SWQ_RDF shows the lowest performance measure with an avergae 74% precision, 80% recall, 76.9% f-measure and 77% accuracy. Proposed approach shows improvement in precision with 16.48%, 7.69%, 18.68%, 12.09 and 6.59% in comparison OTNLS, SQG_NLS, SWQ_RDF, UPSIR, IWSF respectively. On an average, the performance improvement shown by proposed method for precision, recall, f-measure and accuracy are 12.31%, 12.29%, 13.76, 13.68% respectively.

Experiment 2 (False Discovery Rate): False Discovery Rate indicates the number of the false or incorrect search results retrieved by the web search engine for a particular user query. The importance of calculating the FDR is to analyse the percentage of the search results which are excluded by the user for a particular search query. Although, there are various statistical tools for FDR computation, but the technique mentioned in Equation (7) is the easiest method for calculating FDR value in respect to search engines. The quality of search engines is considered as high, if the value of FDR is low. This implies that the search engine is able to retrieve the most appropriate search results for a specific query.
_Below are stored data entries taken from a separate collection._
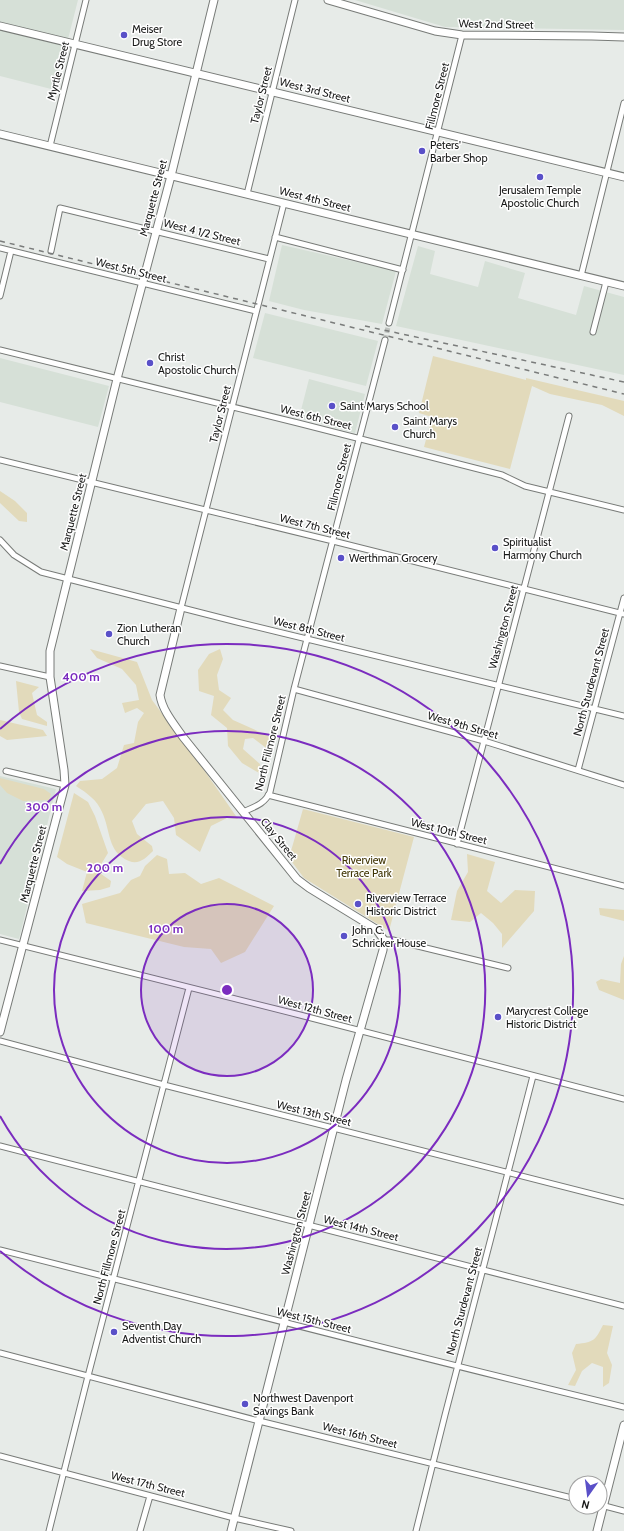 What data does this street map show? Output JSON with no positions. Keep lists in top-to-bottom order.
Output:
{
  "streets": {
    "street": [
      "West 2nd Street",
      "Myrtle Street",
      "West 3rd Street",
      "Taylor Street",
      "Fillmore Street",
      "Marquette Street",
      "West 4th Street",
      "West 4 1/2 Street",
      "West 5th Street",
      "West 6th Street",
      "West 7th Street",
      "Washington Street",
      "West 8th Street",
      "North Sturdevant Street",
      "West 9th Street",
      "North Fillmore Street",
      "West 10th Street",
      "Clay Street",
      "West 12th Street",
      "West 13th Street",
      "West 14th Street",
      "West 15th Street",
      "West 16th Street",
      "West 17th Street"
    ]
  },
  "crossings": [
    ["West 2nd Street", "Fillmore Street"],
    ["Myrtle Street", "West 3rd Street"],
    ["Myrtle Street", "West 4th Street"],
    ["West 3rd Street", "Taylor Street"],
    ["West 3rd Street", "Fillmore Street"],
    ["West 3rd Street", "Marquette Street"],
    ["Taylor Street", "West 4th Street"],
    ["Taylor Street", "West 4 1/2 Street"],
    ["Taylor Street", "West 5th Street"],
    ["Taylor Street", "West 6th Street"],
    ["Taylor Street", "West 7th Street"],
    ["Taylor Street", "West 8th Street"],
    ["Taylor Street", "Clay Street"],
    ["Fillmore Street", "West 4th Street"],
    ["Fillmore Street", "West 6th Street"],
    ["Fillmore Street", "West 7th Street"],
    ["Fillmore Street", "West 8th Street"],
    ["Fillmore Street", "West 9th Street"],
    ["Fillmore Street", "North Fillmore Street"],
    ["Marquette Street", "West 4th Street"],
    ["Marquette Street", "West 4 1/2 Street"],
    ["Marquette Street", "West 5th Street"],
    ["Marquette Street", "West 6th Street"],
    ["Marquette Street", "West 7th Street"],
    ["Marquette Street", "West 8th Street"],
    ["Marquette Street", "West 12th Street"],
    ["West 6th Street", "Washington Street"],
    ["West 7th Street", "Washington Street"],
    ["West 7th Street", "North Sturdevant Street"],
    ["Washington Street", "West 8th Street"],
    ["Washington Street", "West 9th Street"],
    ["Washington Street", "West 10th Street"],
    ["Washington Street", "Clay Street"],
    ["Washington Street", "West 12th Street"],
    ["Washington Street", "West 13th Street"],
    ["Washington Street", "West 14th Street"],
    ["Washington Street", "West 15th Street"],
    ["Washington Street", "West 16th Street"],
    ["Washington Street", "West 17th Street"],
    ["West 8th Street", "North Sturdevant Street"],
    ["West 8th Street", "Clay Street"],
    ["North Sturdevant Street", "West 9th Street"],
    ["North Sturdevant Street", "West 12th Street"],
    ["North Sturdevant Street", "West 13th Street"],
    ["North Sturdevant Street", "West 14th Street"],
    ["North Sturdevant Street", "West 15th Street"],
    ["North Sturdevant Street", "West 16th Street"],
    ["West 9th Street", "North Fillmore Street"],
    ["North Fillmore Street", "West 10th Street"],
    ["North Fillmore Street", "Clay Street"],
    ["North Fillmore Street", "West 12th Street"],
    ["North Fillmore Street", "West 13th Street"],
    ["North Fillmore Street", "West 14th Street"],
    ["North Fillmore Street", "West 15th Street"],
    ["North Fillmore Street", "West 16th Street"],
    ["North Fillmore Street", "West 17th Street"]
  ],
  "parks": ["Riverview Terrace Park"],
  "places": [
    "Meiser Drug Store",
    "Peters' Barber Shop",
    "Jerusalem Temple Apostolic Church",
    "Christ Apostolic Church",
    "Saint Marys School",
    "Saint Marys Church",
    "Spiritualist Harmony Church",
    "Werthman Grocery",
    "Zion Lutheran Church",
    "Riverview Terrace Historic District",
    "John C. Schricker House",
    "Marycrest College Historic District",
    "Seventh Day Adventist Church",
    "Northwest Davenport Savings Bank"
  ],
  "north": "bottom",
  "rings": [
    "400 m",
    "300 m",
    "200 m",
    "100 m"
  ]
}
It can be observed from Figure 6(a–b), that the proposed system has lowest value of FDR as compared with other systems. SWQ_RDF shows the highest value of FDR as 0.33. The proposed approach is better than OTNLS, SQG_NLS, SWQ_RDF, UPSIR and IWSF showing an average of 31.58%, 21.05%, 73.68%, 47.37%, 15.79% reduction in FDR value. The lowest value of FDR reflects that the proposed system provides very less inappropriate and rejected recommendations, thereby it is proven to be an appropriate semantic search engine. RDF triple co-occurrence matrix and the efficient semantic similarity, ISI are the reasons for such low value of FDR.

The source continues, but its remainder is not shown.